小野寺委員 ということは、日本側からこのような日本の貴重な文化財、韓国に置いてあるものに関して、宗家文書について要求することは、あるいはお願いすることはないというふうに今受けとめました。

 さて、言ってみれば、今回、私ども、不平等な協定ということになるんでしょうか、もしこのままでいけばその感がぬぐえないと思っておりますが、もう一つ、日韓関係で心配なことがございます。

 実は、韓国の国会、これは領土守護対策特別委員会ということらしいんですが、きょう竹島を訪問して、竹島でこの特別委員会の全体会議を開催し、そこに韓国の国土海洋部長官とか警察庁長官が来て説明を受ける。何と、日本の領土で韓国が国会を開くという大変なニュースが入ってまいりました。

 そして、実はこの続報ですが、きょうの竹島ですが、曇り、雨、そして風力が、現在は約六メートルですが、午後に従って九メートル、十四メートルということで、天候が悪いということで今回はこれを見送るということになったそうです。ですが、また天候が回復次第、竹島でこの委員会を開きたいということ、日本の領土で韓国政府が国会の委員会を開くということ、このことに関して、大臣はどのようなお考えがあるか、お聞かせください。

松本(剛)国務大臣 今御指摘ありましたように、本日予定であった韓国国会の委員会、これは天候の事情というふうに伝えられていると聞いておりますが、延期になったと承知をしておりますし、延期については外交ルートを通じて確認もいたしているところでございます。

 既に、この委員会の開催については、韓国側について、私どもは外交ルートで中止するように申し入れを行っております。

 竹島は、我が国の固有の領土であり、法的根拠のない形で占拠をされているわけでありますから、私どもとして、受け入れられないものについてはしっかり申し入れを行っていきたい、このように考えております。

小野寺委員 日本の領土で韓国の国会が開かれるという極めてあり得ないこと、このことに対して、外務大臣あるいは外務省の政務三役が直接韓国側に抗議をされましたか。

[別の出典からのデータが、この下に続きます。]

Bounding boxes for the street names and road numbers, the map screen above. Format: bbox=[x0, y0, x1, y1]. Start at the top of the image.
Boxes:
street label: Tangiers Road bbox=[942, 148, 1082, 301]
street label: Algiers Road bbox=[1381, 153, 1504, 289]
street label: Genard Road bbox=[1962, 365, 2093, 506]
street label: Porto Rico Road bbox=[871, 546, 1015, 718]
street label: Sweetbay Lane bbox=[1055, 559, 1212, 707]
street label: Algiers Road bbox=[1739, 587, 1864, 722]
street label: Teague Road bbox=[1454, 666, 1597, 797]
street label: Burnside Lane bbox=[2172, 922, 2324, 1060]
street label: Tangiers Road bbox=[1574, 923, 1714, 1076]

松本(剛)国務大臣 これについては、まさに、お話をさせていただいたように、中止をするように申し入れを行ったところでありまして、中止をするような申し入れが実るのに最もふさわしい方法という形を考えて申し入れを行ったというふうに考えております。

 これは、私自身にも報告を受けて、私自身からも指示をさせていただいたところでありますが、本件については、ソウル及び東京の両方で外交ルートを通じて行っております。

小野寺委員 外務大臣が、直接、韓国のしかるべき大使なりあるいは政府に対してこのことに対しての抗議をしたことはないと理解してよろしいんでしょうか。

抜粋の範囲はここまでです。